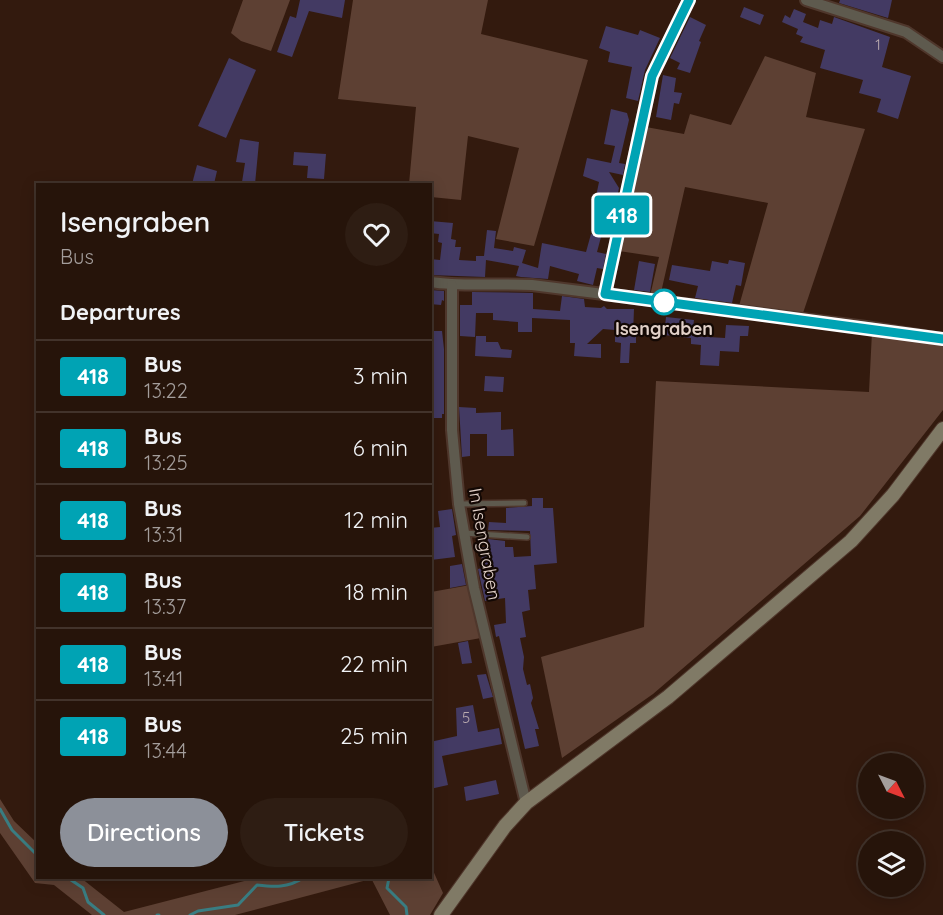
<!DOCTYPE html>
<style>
:root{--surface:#26140a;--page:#2e1d13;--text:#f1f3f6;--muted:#a49e9c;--line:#42332b;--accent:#8c9099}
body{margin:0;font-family:Quicksand,sans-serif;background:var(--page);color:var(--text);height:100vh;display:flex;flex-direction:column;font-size:22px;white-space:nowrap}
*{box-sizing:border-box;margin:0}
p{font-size:20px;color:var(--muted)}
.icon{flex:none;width:33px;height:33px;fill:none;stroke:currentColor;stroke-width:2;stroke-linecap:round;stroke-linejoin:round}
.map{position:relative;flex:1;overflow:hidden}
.sheet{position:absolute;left:36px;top:183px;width:396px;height:696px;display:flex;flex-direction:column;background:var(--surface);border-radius:0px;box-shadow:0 3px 15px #0003,0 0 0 2px var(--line)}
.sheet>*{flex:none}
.badge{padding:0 12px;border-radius:4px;font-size:21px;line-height:39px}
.needle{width:39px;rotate:132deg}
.fabs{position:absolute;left:858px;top:753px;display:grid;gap:12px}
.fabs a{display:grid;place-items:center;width:66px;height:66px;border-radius:50%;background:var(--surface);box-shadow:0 3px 15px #0003,0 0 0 2px var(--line);font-size:30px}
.map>.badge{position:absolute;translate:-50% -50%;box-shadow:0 0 0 3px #fff}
h2{padding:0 24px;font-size:22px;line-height:54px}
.round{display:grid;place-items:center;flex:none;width:63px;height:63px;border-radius:32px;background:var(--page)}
.headline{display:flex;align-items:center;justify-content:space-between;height:102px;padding:0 24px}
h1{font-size:28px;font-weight:600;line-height:45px}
.primary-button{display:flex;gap:12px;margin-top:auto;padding:12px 24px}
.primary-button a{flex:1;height:69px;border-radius:36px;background:var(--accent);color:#fff;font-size:24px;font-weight:600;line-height:69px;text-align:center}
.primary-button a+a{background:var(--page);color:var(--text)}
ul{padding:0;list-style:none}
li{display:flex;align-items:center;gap:18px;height:72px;padding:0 24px;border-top:2px solid var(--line)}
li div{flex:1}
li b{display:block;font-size:22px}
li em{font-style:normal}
li .badge{min-width:66px;font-weight:700;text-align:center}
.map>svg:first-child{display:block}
.green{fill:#5d4033}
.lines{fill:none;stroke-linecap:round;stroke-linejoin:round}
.stream{stroke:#397d82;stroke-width:3}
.building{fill:#433a63}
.service-casing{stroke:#4f372c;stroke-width:8}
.minor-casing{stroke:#4f372c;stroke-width:14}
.secondary-casing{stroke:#4f372c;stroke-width:16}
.service{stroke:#5e5a4e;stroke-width:5}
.minor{stroke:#5e5a4e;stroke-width:10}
.secondary{stroke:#807a66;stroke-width:14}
.line-casing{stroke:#fff;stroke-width:14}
.line{stroke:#00a3b4;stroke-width:9}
.stop-dot{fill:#fff;stroke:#00a3b4;stroke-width:3}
.labels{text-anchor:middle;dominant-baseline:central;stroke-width:4.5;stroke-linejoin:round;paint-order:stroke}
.number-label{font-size:15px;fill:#baaaaf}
.stop-label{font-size:18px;font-weight:bold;fill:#e1d0c8;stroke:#130804}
.street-label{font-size:18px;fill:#e1d0c8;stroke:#130804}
</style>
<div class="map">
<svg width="943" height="915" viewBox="0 0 943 915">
<rect width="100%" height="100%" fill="#331a0e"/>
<g class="green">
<path d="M243,0H290L271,51L241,41L231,33Z"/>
<path d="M353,0H488L481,34L588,60L534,246L496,239L519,148L468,136L461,200L431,197L430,184H409L416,107L338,99Z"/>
<path d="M765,56L816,73L806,117L865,129L802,316L739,306L768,203L685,187L660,297L650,296L659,257L619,251L646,127L684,134L690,114L731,125Z"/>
<path d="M872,332L943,345V410L860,516L653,694L562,758L541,657L644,627L656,381L869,392Z"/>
<path d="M470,585L481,638L431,647V592Z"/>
<path d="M0,799L14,821L37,843L38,878H81L124,912L256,878H366L367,880L235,915H92L54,885L35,883L0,833Z"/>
<path d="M431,866L443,893L430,915H390L371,878H430Z"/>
</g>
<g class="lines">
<g class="stream">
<path d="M0,809L12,830L38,856"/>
<path d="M68,878L83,888L88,902L104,915"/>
<path d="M389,878L387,888L406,907L407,915"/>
<path d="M157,915H159"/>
<path d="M190,915L198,911L238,905L257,885C274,887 288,888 303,878"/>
</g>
</g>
<g class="building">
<path d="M300,0H345L342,18L309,11L292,57L277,52L290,16L296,18Z"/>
<path d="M840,0H892L888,18L839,3Z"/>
<path d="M744,7L764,15L760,25L740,17Z"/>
<path d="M794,9L806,14L803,22L818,28L820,20L832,24L834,17L890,37L882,67L911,76L898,119L877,112L881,99L859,93L863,80L820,68L825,50L800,42L803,37L796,34L798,29L782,22L785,15L790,18Z"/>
<path d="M690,17L706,25L699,41L701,42L690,73L677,69L680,63L670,58Z"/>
<path d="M606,26L638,35L640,30L660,38L645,70L638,101L626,98L632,67L608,62L610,52L599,48Z"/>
<path d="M229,58L256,70L226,138L198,126Z"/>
<path d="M663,75L676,78L674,92L682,93L679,104L674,103L671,120L656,117Z"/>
<path d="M611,109L627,113L629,120L619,163L625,164L623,175L609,172L619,188L616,203L603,202L602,208L594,206L599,182L583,176L587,158L611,163L615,146L604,144Z"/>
<path d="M240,139L259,142L255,184L242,182L245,163L236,162Z"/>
<path d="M294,152L326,154L324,179L307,178L308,166L293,165Z"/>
<path d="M197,165L217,171L214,184H192Z"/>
<path d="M430,221L453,223L451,239L456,240L455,247H461L459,260L476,261V256H484L487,230L496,231L494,248L513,251L514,247L526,250L522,263L538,268L542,243L586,252L591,234L601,237L597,252L606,254L603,269L597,268L593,285L577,281L579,274L550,266L548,279L521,277L516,276L519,266L486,260L485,277L430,275V259L440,260L442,243L438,242L439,234L430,233Z"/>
<path d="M729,260L745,263L741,286L736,285L732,303L695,298L698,286L669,280L672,265L710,271L712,261L728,264Z"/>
<path d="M639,261L655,264L650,292L634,290Z"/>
<path d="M430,290L444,291V301L442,300L441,305L430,304Z"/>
<path d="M472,292L533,293V309L560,311L562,296L584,299L585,307L601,308L604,306L607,309H634L633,335H636V343H630L629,363H620L621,343L615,342V330L603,329L587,344H601V358L574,356L575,343H570V320L532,318V332H518V322L493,320V313H476L475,337L460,336V305H472Z"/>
<path d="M666,317L694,320L692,336L725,338L726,325L749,326L748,336H740L739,352L720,351L719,366L700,365L701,345L691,344V338L664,335Z"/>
<path d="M430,331H442L444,349V414H442V418H430L433,381H430Z"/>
<path d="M476,336H486V342H498L501,349L512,350L511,358L475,356Z"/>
<path d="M485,376L504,377L503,392L484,391Z"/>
<path d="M459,407L476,408V413L501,412V430L513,429L514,456H487V434H470V456L462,457Z"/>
<path d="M532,498H543V508H553L557,563L534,565L536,589L528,590L530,610L522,612L526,637L520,638L524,657L523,669L527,685L530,684L533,698L531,703L539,729H535L539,746L525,749L499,636L496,637L494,625L506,623L505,598L485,601L478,569L482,568L481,547H487L488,539L505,541V547H513L514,557L531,556L530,531L488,530L489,522L506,523V508L532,506Z"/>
<path d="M452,509L456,535L452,536L455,557L431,560L430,528L440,527L438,511Z"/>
<path d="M462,564L466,585L450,588V566Z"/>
<path d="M468,641L472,663L462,664L458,643Z"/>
<path d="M486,674L493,697L483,699L477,675Z"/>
<path d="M473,705L478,732L499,728L502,744L442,756L448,785L430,789V742L457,736L456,708Z"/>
<path d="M496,780L499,794L466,801L464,787Z"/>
</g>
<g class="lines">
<defs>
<g id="service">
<path d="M459,504L524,503"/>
<path d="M464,533L527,537"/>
</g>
<g id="minor">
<path d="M806,0L906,32L943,57"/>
<path d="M430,282C464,287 498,283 532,285L866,327L943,339"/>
<path d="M452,285V430L459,504L474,588L526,803"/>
<path d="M605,294L652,76L689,0"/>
</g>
<path id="secondary" d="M441,915L505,826L526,803L668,697L851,541L893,495L943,429"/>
</defs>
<use href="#service" class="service-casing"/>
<use href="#minor" class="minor-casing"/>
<use href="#secondary" class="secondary-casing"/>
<use href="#service" class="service"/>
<use href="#minor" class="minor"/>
<use href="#secondary" class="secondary"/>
</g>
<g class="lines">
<defs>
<path id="line" d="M689,0L652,76L605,294L943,339"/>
</defs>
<use href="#line" class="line-casing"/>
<use href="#line" class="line"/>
</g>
<circle class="stop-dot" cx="664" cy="302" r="12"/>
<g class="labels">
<g class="number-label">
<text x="878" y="44">1</text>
<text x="466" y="717">5</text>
</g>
<g class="stop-label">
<text x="664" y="328">Isengraben</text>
</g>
<g class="street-label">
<text transform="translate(485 544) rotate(80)">In Isengraben</text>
</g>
</g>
</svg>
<div class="fabs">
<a><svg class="needle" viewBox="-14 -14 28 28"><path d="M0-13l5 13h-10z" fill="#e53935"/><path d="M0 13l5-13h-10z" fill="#a49e9c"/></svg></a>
<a><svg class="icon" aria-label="layers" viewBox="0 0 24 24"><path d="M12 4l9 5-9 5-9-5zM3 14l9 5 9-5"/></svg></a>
</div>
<b class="badge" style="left:622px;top:215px;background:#00a3b4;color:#fff">418</b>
<section class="sheet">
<div class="headline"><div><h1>Isengraben</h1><p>Bus</p></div><a class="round"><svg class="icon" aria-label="heart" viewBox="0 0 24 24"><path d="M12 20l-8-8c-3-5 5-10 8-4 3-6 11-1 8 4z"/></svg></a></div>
<h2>Departures</h2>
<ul>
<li><span class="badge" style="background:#00a3b4;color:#fff">418</span><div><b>Bus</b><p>13:22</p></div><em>3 min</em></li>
<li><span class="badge" style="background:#00a3b4;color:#fff">418</span><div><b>Bus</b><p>13:25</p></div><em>6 min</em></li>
<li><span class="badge" style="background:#00a3b4;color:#fff">418</span><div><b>Bus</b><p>13:31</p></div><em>12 min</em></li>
<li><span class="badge" style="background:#00a3b4;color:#fff">418</span><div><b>Bus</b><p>13:37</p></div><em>18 min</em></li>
<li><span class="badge" style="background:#00a3b4;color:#fff">418</span><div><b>Bus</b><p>13:41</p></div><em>22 min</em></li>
<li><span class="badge" style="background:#00a3b4;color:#fff">418</span><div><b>Bus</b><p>13:44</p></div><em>25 min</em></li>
</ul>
<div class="primary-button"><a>Directions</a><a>Tickets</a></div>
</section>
</div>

________________________

**What this task involves**
Return each line of the material above in which the string "linecap" appears.

**Your response**
.icon{flex:none;width:33px;height:33px;fill:none;stroke:currentColor;stroke-width:2;stroke-linecap:round;stroke-linejoin:round}
.lines{fill:none;stroke-linecap:round;stroke-linejoin:round}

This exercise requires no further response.